> Exercise description: Where a line in the listing below contains the word "canvas", copy that line.

> Available records:
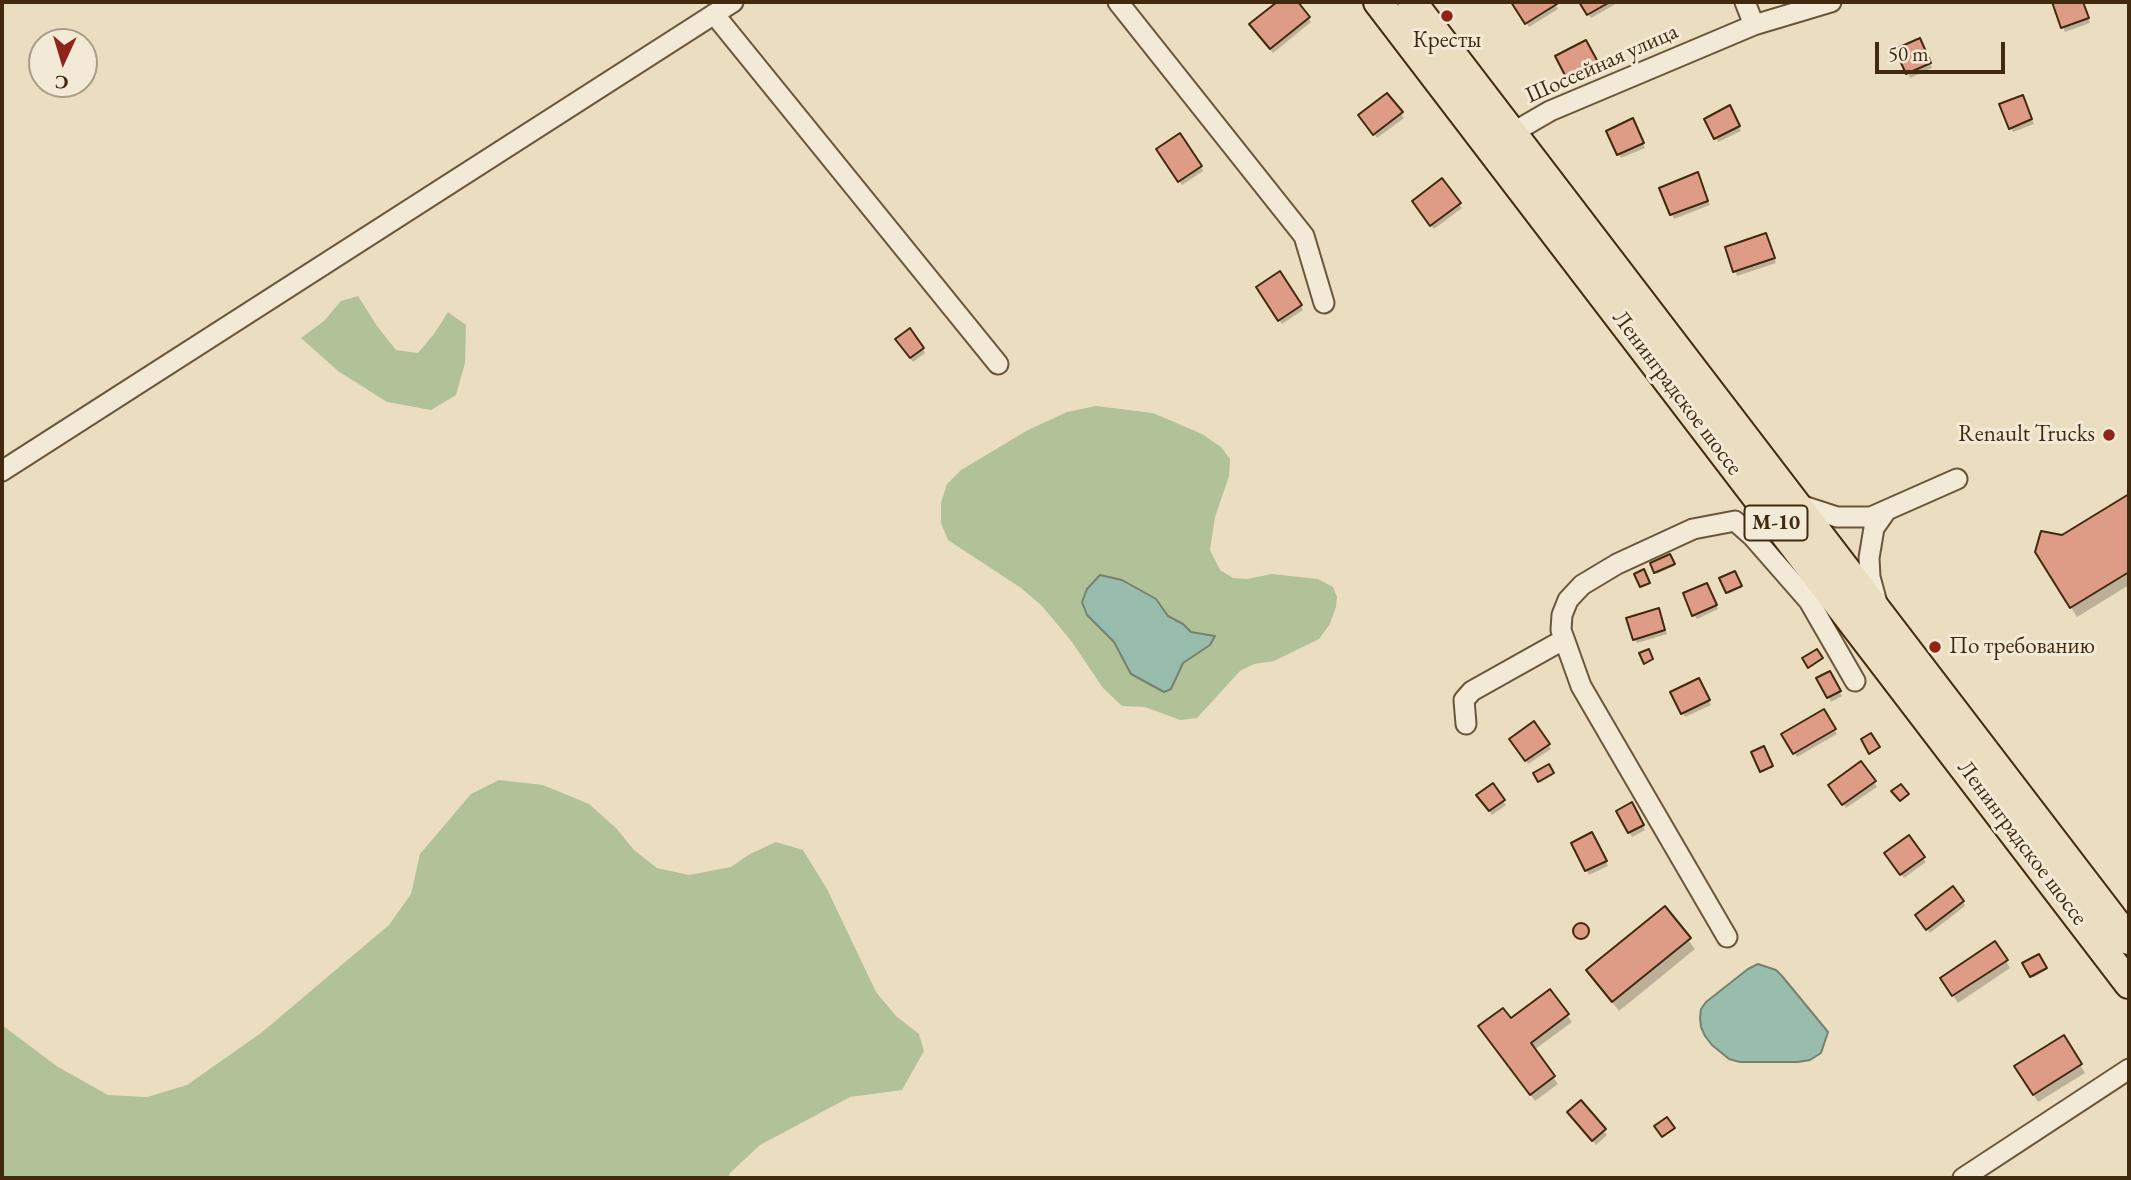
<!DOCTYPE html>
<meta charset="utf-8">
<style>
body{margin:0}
#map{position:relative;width:2131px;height:1180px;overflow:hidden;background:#ebddc0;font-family:"EB Garamond",serif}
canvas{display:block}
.frame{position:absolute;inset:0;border:4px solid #41290e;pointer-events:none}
.north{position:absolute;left:28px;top:28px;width:70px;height:70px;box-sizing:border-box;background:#f2e9d6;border:2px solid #ab9c86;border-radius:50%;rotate:184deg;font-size:19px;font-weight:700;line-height:28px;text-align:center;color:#41290e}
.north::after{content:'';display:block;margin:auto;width:24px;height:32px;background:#8f2418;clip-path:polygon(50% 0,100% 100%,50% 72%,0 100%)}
.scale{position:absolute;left:1875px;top:42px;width:130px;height:32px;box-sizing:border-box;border:4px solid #41290e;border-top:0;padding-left:9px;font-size:21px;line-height:24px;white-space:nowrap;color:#41290e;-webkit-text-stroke:5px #f2e9d6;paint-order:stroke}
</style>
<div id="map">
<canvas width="2131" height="1180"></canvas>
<div class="frame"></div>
<div class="north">С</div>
<div class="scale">50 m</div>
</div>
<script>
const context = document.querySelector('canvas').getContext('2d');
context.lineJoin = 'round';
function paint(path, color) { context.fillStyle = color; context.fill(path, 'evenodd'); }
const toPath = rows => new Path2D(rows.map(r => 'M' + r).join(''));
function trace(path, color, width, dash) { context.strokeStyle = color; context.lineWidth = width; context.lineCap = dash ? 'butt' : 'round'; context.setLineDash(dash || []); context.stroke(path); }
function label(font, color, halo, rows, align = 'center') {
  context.font = font + ' "EB Garamond",serif'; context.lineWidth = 6; context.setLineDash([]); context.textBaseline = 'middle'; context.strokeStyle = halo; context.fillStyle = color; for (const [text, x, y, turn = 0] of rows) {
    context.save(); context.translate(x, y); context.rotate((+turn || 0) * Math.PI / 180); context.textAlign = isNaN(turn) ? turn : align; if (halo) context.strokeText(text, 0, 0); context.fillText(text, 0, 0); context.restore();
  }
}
paint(toPath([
 [358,296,377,326,396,350,418,353,434,334,448,312,466,325,465,363,456,395,431,410,387,402,338,371,301,338,324,321,341,301],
 [1096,406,1153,413,1202,434,1221,447,1230,459,1229,476,1215,517,1210,550,1220,570,1233,578,1247,579,1272,574,1318,579,1333,587,1337,597,1336,607,1330,624,1319,639,1274,661,1254,664,1240,671,1197,718,1180,720,1145,707,1122,706,1103,688,1072,642,1042,606,1021,588,948,540,941,523,941,503,947,484,961,470,1028,430,1067,412],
 [499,780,543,785,589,804,616,828,634,850,657,868,689,875,731,867,750,854,776,842,803,850,827,889,876,992,896,1016,919,1034,924,1051,902,1090,850,1097,760,1145,730,1173,728,1178,2,1178,2,1025,58,1067,108,1095,147,1097,187,1085,261,1033,389,925,411,894,420,854,471,794]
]), '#b1c298');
const water = toPath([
 [1100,575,1122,580,1156,599,1168,616,1183,624,1191,632,1215,636,1210,645,1183,663,1171,689,1164,692,1131,674,1114,642,1087,615,1082,602,1087,589,1100,575],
 [1758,964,1776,970,1782,976,1828,1032,1821,1053,1810,1060,1798,1062,1740,1062,1729,1059,1712,1045,1705,1036,1701,1027,1700,1018,1701,1009,1706,1002,1748,969,1758,964]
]);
paint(water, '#99bdad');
trace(water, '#76826d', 2);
paint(toPath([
 [1280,2,1295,2,1311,22,1273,53,1252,25],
 [1513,2,1553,2,1558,9,1529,27],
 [1581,2,1619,2,1591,18],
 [2054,2,2082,2,2090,23,2065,32],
 [1586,42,1600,69,1572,84,1557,57],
 [1922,45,1932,68,1910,78,1908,73],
 [2024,102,2034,124,2013,132,2011,128],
 [1730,108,1741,131,1718,142,1707,119],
 [1401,113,1404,118,1377,138,1363,119],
 [1635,125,1645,148,1621,158,1619,154],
 [1161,154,1201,167,1203,171,1182,185],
 [1699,179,1710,205,1674,219,1661,189],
 [1459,204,1462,208,1434,229,1417,206],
 [1768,240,1776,263,1737,276,1727,248],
 [1279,274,1303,310,1282,324,1258,288],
 [900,344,923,349,925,353,913,362],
 [2129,496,2129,585,2077,617,2037,552],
 [1670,556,1674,566,1657,574,1652,564],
 [1734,573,1741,588,1728,594,1721,579],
 [1709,589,1718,609,1697,619,1694,615],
 [1661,614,1667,634,1637,643,1634,639],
 [1829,673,1842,696,1831,702,1819,679],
 [1698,681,1711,705,1685,717,1673,692],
 [1823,711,1837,734,1797,757,1784,734],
 [1534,724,1551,749,1528,764,1512,739],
 [1861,763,1877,787,1846,808,1833,790],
 [1548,766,1553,775,1540,783,1535,773],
 [1481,800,1503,801,1506,805,1492,815],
 [1631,804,1645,830,1632,837,1618,811],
 [1592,834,1608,866,1589,875,1573,844],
 [1889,858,1923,858,1926,862,1904,878],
 [1963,902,1965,906,1930,933,1920,920],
 [1665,909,1695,949,1619,1011,1588,971],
 '1575 932a7 7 0 1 1 14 0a7 7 0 1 1-14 0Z',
 [2039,956,2046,970,2033,978,2025,964],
 [2006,961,2010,968,1958,1003,1942,979],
 [1567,1015,1572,1022,1534,1050,1558,1084,1535,1101,1485,1034,1510,1021],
 [2063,1037,2085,1073,2038,1102,2016,1067],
 [1581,1103,1607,1135,1596,1145,1572,1117]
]), '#0003');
const building = toPath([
 [1277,2,1298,2,1310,17,1270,49,1249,24,1277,2],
 [1511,2,1555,2,1557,4,1525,24,1511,2],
 [1579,2,1610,2,1587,15,1579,2],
 [2052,2,2083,2,2089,18,2061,28,2052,2],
 [1920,38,1931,63,1906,74,1895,49,1920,38],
 [1586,40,1599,64,1568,81,1555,56,1586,40],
 [1387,93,1403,112,1373,135,1358,115,1387,93],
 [2023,95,2032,119,2009,129,1999,104,2023,95],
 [1730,105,1740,126,1714,139,1704,119,1730,105],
 [1633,118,1644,143,1617,155,1606,131,1633,118],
 [1180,133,1202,166,1178,182,1156,149,1180,133],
 [1698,172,1708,201,1670,215,1659,188,1698,172],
 [1442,178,1461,203,1430,226,1412,201,1442,178],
 [1766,233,1775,258,1733,272,1725,247,1766,233],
 [1280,271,1302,305,1278,321,1256,287,1280,271],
 [910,328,924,348,910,358,895,339,910,328],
 [2129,494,2129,572,2070,608,2035,552,2041,531,2062,535,2129,494],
 [1670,554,1675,564,1654,573,1650,563,1670,554],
 [1644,569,1650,583,1640,587,1634,574,1644,569],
 [1735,571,1742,586,1726,593,1719,578,1735,571],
 [1707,583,1717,605,1692,616,1683,593,1707,583],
 [1659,608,1665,630,1633,640,1626,618,1659,608],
 [1649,649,1653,659,1644,664,1639,653,1649,649],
 [1817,649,1823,658,1808,668,1802,658,1817,649],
 [1830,671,1841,691,1827,698,1816,678,1830,671],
 [1699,678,1710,700,1681,714,1670,692,1699,678],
 [1824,709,1836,729,1793,754,1781,734,1824,709],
 [1534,721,1550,744,1525,761,1509,739,1534,721],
 [1871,733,1880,747,1869,754,1861,739,1871,733],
 [1764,746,1773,766,1760,772,1751,752,1764,746],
 [1861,761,1876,781,1842,805,1828,785,1861,761],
 [1549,764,1554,773,1538,782,1533,773,1549,764],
 [1493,783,1505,800,1489,811,1476,795,1493,783],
 [1901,784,1909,794,1900,801,1891,791,1901,784],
 [1632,802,1644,825,1628,833,1616,811,1632,802],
 [1592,832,1607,861,1585,871,1571,843,1592,832],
 [1909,835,1925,857,1900,875,1884,853,1909,835],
 [1953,886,1964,901,1926,930,1915,915,1953,886],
 [1665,906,1691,938,1612,1002,1586,970,1665,906],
 '1573 931a8 8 0 1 1 16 0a8 8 0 1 1-16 0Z',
 [1995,941,2008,960,1952,996,1940,978,1995,941],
 [2039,954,2047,968,2030,977,2022,963,2039,954],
 [1550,989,1569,1014,1531,1043,1555,1076,1530,1095,1478,1026,1503,1008,1511,1018,1550,989],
 [2064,1035,2082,1064,2033,1095,2014,1066,2064,1035],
 [1581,1100,1606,1129,1592,1141,1567,1112,1581,1100],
 [1667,1117,1675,1128,1662,1137,1654,1126,1667,1117]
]);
paint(building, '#de9b86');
trace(building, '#41290e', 2);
const minor = toPath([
 [1118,2,1304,236,1324,303],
 [1745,2,1754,25],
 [714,14,998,364],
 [1512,133,1550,111,1754,25,1831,2],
 [2,471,733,2],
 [1797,504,1837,517,1871,517,1957,479],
 [1877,603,1870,577,1869,558,1874,528,1886,511],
 [1466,724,1464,700,1472,691,1563,640],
 [1727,937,1581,686,1561,630,1562,615,1568,600,1582,585,1617,564,1693,529,1735,521,1753,537,1809,601,1855,681],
 [1963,1178,2129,1069]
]);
const highway = toPath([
 [1378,2,2129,984],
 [1412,2,2129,940]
]);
trace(minor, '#6c563a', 23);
trace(highway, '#41290e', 32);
trace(minor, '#f2e9d6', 19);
trace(highway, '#ebddc0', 28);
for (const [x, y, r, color] of [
 [1447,16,7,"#8f2418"],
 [2109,435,7,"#8f2418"],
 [1935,647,7,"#8f2418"]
]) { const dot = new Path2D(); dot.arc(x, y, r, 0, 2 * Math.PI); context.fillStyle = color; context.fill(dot); trace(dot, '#f2e9d6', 2.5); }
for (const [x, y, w] of [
 [1776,523,63]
]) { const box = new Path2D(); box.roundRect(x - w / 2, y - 17.5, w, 35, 5); context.fillStyle = '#f2e9d6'; context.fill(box); trace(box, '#41290e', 2); }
label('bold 21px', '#41290e', null, [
 ["М-10",1776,523]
]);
label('23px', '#41290e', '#f2e9d6', [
 ["Кресты",1447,41],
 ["Renault Trucks",2095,435,"right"],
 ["По требованию",1949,647,"left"]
]);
label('23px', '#41290e', '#f2e9d6', [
 ["Шоссейная улица",1602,64,-24],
 ["Ленинградское шоссе",1677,393,53],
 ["Ленинградское шоссе",2022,843,53]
]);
</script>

> Exercise answer:
canvas{display:block}
<canvas width="2131" height="1180"></canvas>
const context = document.querySelector('canvas').getContext('2d');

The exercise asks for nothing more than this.